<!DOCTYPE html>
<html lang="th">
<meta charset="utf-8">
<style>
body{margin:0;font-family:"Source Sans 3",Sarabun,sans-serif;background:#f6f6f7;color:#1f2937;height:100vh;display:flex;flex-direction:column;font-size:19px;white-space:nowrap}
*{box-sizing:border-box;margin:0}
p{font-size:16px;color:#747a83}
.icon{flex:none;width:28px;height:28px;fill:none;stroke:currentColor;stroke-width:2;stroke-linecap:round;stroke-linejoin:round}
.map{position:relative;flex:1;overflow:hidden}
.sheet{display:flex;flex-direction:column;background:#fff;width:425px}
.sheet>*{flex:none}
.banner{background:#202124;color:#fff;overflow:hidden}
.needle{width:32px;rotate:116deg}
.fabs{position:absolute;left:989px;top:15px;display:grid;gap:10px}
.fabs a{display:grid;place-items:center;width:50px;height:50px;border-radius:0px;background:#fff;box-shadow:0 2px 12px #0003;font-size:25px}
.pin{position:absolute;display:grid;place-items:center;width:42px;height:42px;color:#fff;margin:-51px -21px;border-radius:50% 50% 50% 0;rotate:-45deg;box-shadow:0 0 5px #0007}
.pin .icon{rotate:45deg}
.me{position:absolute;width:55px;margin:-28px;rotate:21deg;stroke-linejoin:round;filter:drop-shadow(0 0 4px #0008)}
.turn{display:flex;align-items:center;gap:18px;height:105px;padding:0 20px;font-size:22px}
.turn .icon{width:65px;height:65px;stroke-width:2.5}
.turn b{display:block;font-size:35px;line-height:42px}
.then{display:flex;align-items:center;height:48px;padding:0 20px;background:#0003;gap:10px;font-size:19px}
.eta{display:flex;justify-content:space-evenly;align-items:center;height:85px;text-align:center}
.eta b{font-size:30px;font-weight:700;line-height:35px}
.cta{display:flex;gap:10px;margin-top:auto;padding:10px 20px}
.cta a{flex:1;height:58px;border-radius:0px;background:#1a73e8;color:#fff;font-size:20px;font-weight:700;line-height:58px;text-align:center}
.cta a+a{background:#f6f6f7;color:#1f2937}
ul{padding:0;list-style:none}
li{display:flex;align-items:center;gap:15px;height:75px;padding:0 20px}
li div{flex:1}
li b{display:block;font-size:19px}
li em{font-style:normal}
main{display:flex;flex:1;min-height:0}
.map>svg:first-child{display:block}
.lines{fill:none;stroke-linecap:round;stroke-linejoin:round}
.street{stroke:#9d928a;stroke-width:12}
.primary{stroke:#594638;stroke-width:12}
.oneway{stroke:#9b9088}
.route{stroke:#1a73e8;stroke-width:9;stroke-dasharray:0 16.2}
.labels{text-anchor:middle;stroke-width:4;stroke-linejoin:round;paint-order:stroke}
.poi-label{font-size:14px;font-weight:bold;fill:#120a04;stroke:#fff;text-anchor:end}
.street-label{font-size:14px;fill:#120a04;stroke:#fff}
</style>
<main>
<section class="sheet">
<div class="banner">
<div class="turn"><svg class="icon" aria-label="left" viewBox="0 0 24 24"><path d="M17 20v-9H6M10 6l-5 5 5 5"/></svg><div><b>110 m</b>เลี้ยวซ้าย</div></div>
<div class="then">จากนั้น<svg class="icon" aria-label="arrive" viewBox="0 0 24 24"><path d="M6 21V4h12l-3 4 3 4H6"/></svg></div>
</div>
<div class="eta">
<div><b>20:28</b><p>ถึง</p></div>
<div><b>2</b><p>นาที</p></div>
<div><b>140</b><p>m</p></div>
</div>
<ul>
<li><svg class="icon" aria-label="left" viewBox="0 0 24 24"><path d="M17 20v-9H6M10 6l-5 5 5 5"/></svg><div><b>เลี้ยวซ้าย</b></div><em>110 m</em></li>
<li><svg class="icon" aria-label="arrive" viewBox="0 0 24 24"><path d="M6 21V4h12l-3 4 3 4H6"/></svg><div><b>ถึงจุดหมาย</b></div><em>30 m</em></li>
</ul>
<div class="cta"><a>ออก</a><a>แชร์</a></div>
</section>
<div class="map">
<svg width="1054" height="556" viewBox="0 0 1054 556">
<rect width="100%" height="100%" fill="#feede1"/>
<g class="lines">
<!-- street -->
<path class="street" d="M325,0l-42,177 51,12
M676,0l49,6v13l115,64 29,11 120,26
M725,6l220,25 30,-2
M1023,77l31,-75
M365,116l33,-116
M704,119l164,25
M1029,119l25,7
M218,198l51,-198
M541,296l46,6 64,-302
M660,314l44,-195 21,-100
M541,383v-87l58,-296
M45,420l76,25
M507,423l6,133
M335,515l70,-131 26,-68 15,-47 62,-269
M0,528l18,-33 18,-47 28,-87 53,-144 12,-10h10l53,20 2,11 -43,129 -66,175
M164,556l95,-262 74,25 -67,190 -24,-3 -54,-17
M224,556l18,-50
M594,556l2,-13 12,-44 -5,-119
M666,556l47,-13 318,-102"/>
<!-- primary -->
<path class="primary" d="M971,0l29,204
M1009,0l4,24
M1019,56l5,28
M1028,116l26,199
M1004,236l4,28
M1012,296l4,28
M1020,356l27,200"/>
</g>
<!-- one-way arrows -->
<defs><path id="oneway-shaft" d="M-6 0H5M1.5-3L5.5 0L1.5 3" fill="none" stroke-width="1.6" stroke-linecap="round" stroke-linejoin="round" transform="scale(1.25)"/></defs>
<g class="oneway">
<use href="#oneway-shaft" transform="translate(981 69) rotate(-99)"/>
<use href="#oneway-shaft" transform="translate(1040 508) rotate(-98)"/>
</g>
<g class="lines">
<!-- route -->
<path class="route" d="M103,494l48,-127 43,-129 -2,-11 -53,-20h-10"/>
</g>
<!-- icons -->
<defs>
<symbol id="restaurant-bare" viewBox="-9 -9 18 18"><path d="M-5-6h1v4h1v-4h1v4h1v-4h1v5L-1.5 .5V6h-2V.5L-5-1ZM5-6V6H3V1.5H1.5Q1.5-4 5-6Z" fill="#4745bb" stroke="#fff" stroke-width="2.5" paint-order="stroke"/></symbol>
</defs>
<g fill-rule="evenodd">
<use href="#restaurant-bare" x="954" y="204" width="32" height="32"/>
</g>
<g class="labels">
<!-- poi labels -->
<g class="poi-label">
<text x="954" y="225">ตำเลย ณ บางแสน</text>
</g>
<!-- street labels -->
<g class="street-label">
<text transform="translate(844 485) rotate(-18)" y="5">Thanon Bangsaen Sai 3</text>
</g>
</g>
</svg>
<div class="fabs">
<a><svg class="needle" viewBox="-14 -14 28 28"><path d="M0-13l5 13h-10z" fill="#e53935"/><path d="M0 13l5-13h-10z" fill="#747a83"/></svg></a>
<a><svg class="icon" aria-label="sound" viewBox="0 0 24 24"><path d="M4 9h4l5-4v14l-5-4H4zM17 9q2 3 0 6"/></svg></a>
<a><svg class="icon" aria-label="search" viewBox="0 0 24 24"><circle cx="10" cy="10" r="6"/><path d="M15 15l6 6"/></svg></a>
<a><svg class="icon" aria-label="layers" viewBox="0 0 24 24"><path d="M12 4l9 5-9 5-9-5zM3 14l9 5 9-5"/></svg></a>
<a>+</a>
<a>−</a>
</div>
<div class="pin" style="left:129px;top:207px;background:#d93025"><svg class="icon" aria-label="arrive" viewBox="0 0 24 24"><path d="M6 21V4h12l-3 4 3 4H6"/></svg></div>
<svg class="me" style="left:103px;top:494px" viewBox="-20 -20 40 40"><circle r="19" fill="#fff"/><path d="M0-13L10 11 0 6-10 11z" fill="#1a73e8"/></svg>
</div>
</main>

## DIRECTIONS
Given the listing, work out the number of lines in which the word "hidden" is found, and supply only that number.

## RESPONSE TO THIS TASK
2